### EXERCISE INSTRUCTIONS
From the listing below, pull out all lines with "boxes" in them.

### MATERIAL SUPPLIED
>>>>>

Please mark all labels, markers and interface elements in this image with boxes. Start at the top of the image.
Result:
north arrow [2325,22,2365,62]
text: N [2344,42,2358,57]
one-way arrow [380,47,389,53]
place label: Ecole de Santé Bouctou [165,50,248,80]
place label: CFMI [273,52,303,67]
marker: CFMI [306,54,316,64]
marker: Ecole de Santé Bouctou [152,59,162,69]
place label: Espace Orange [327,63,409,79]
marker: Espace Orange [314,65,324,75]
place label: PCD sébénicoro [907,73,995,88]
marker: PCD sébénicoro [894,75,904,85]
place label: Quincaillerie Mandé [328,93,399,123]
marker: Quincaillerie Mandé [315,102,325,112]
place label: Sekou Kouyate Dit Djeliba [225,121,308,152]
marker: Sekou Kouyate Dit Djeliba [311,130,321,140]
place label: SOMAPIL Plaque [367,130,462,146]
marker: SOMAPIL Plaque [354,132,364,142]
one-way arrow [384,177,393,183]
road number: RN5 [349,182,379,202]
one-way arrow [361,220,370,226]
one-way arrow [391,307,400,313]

<<<<<
>>>>>

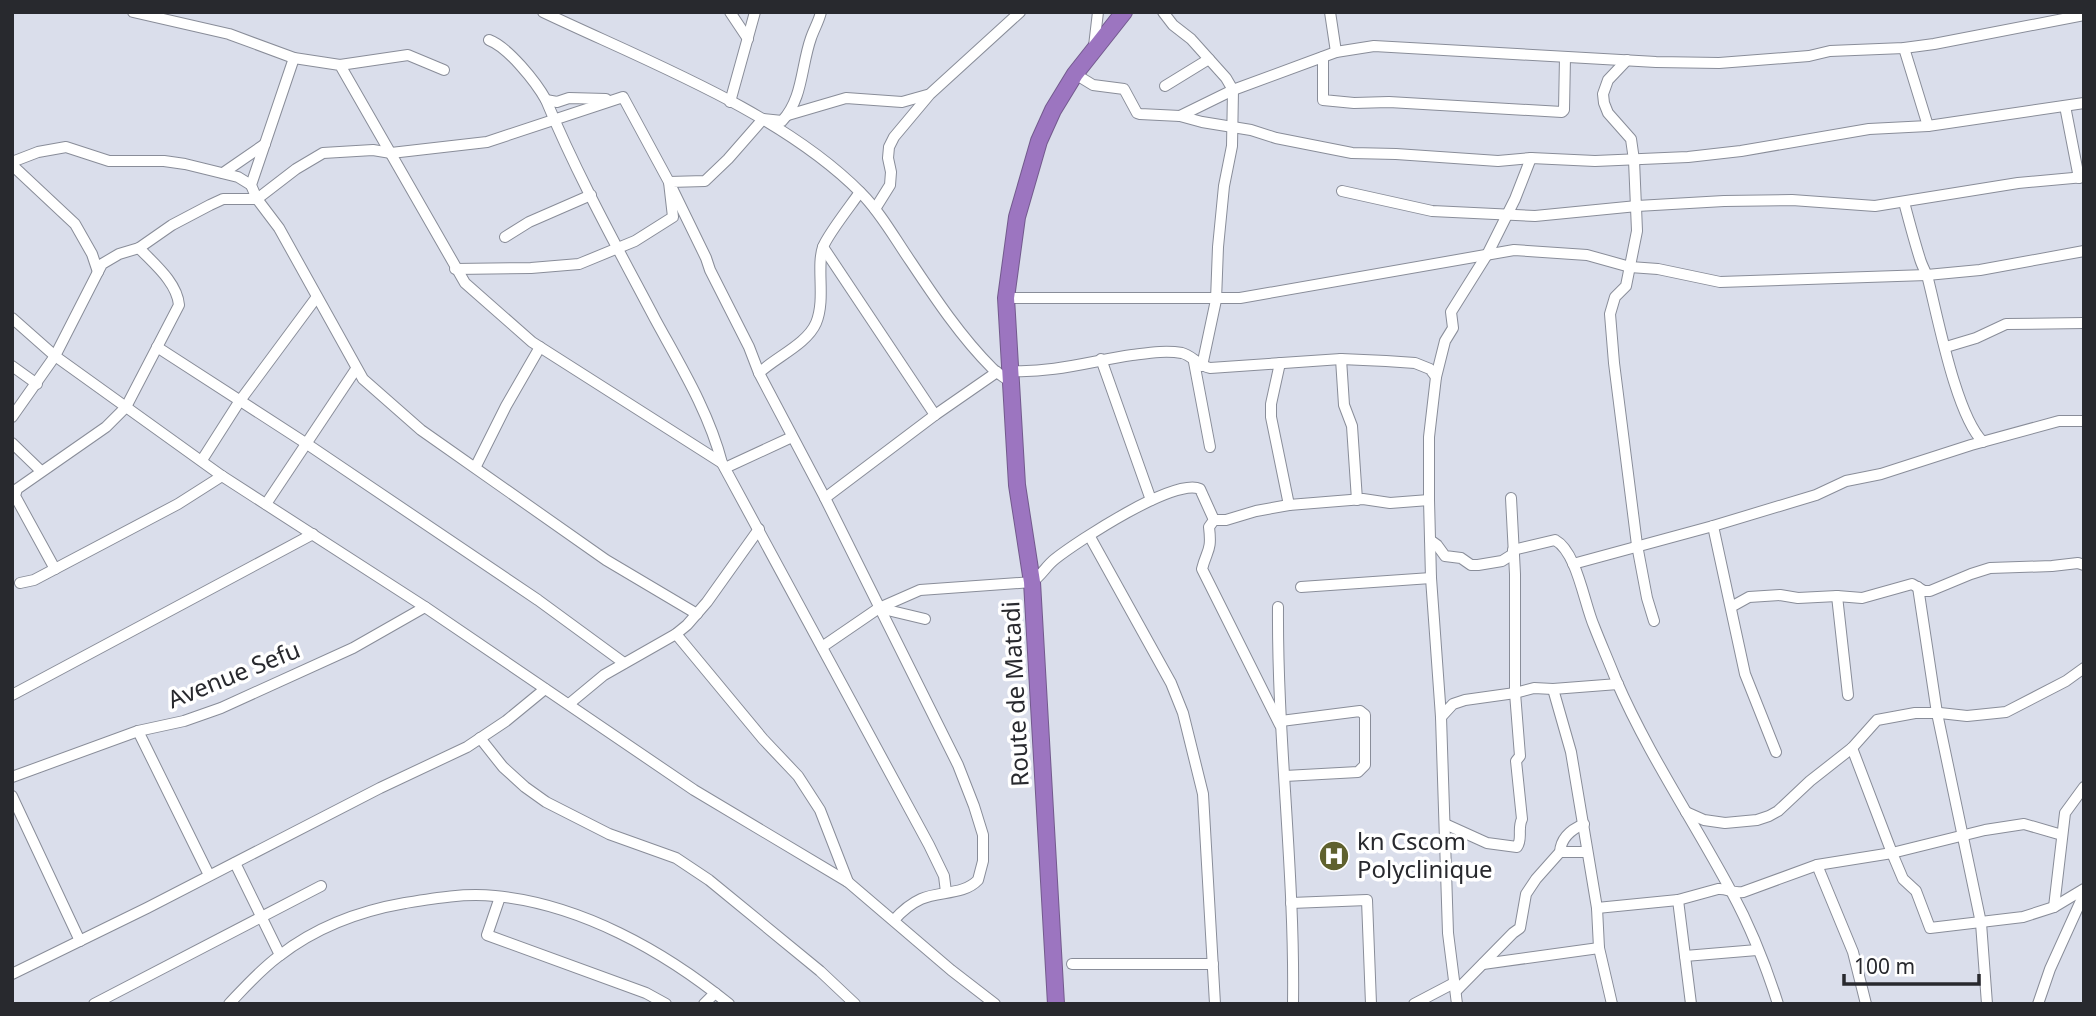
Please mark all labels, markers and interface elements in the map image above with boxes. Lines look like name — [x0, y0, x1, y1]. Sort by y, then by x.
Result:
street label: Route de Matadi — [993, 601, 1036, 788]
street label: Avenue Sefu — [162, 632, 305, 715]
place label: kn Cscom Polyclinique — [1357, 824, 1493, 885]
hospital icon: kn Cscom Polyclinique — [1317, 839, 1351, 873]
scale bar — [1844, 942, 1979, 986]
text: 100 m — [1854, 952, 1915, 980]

<<<<<
>>>>>

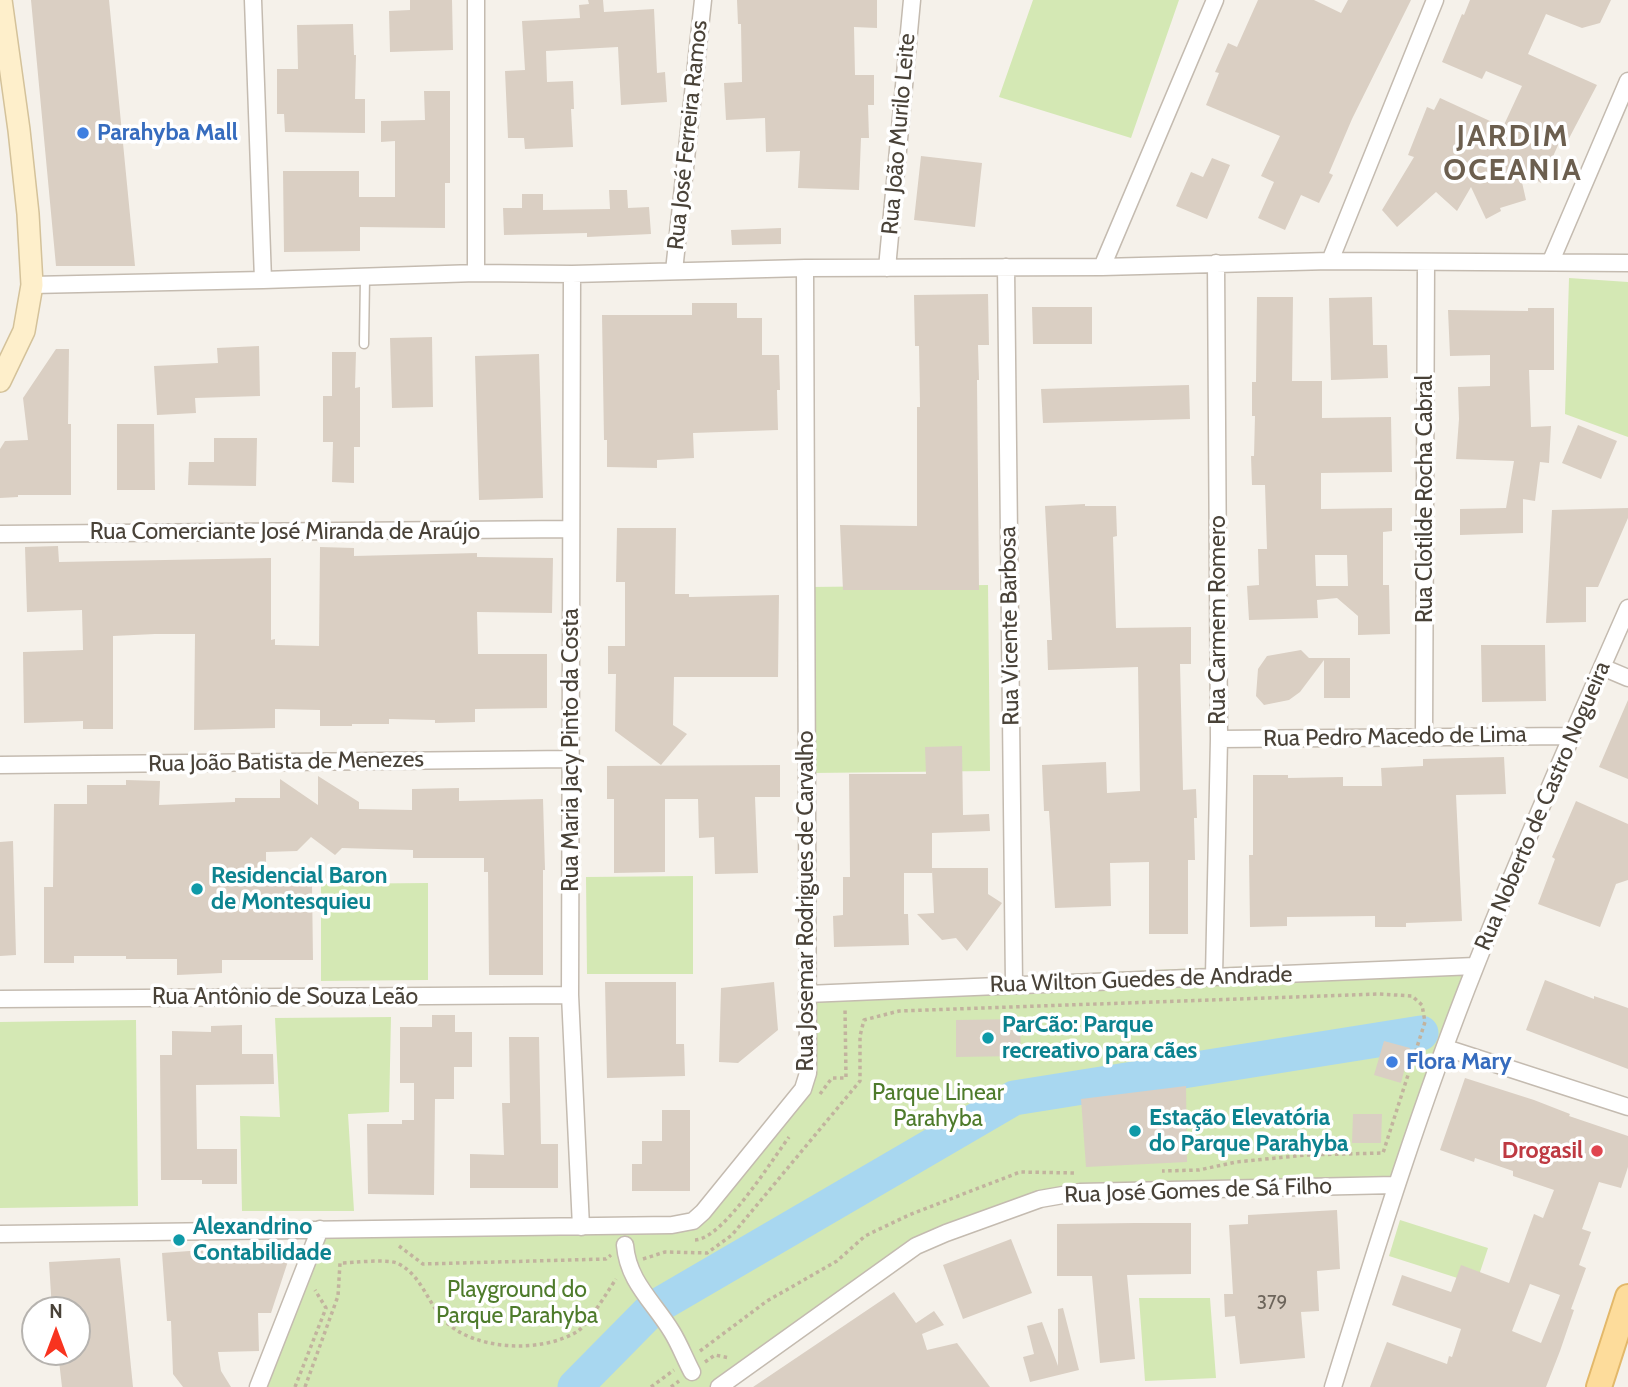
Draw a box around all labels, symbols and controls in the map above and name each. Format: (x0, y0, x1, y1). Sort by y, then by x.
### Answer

<<<<<

### ANSWER TO THIS PROBLEM
Please mark all labels, markers and interface elements in this image with boxes. Start at the top of the image.
Please mark all labels, markers and interface elements in the map image above with boxes. Lines look like name — [x0, y0, x1, y1]. Sort by y, then by x.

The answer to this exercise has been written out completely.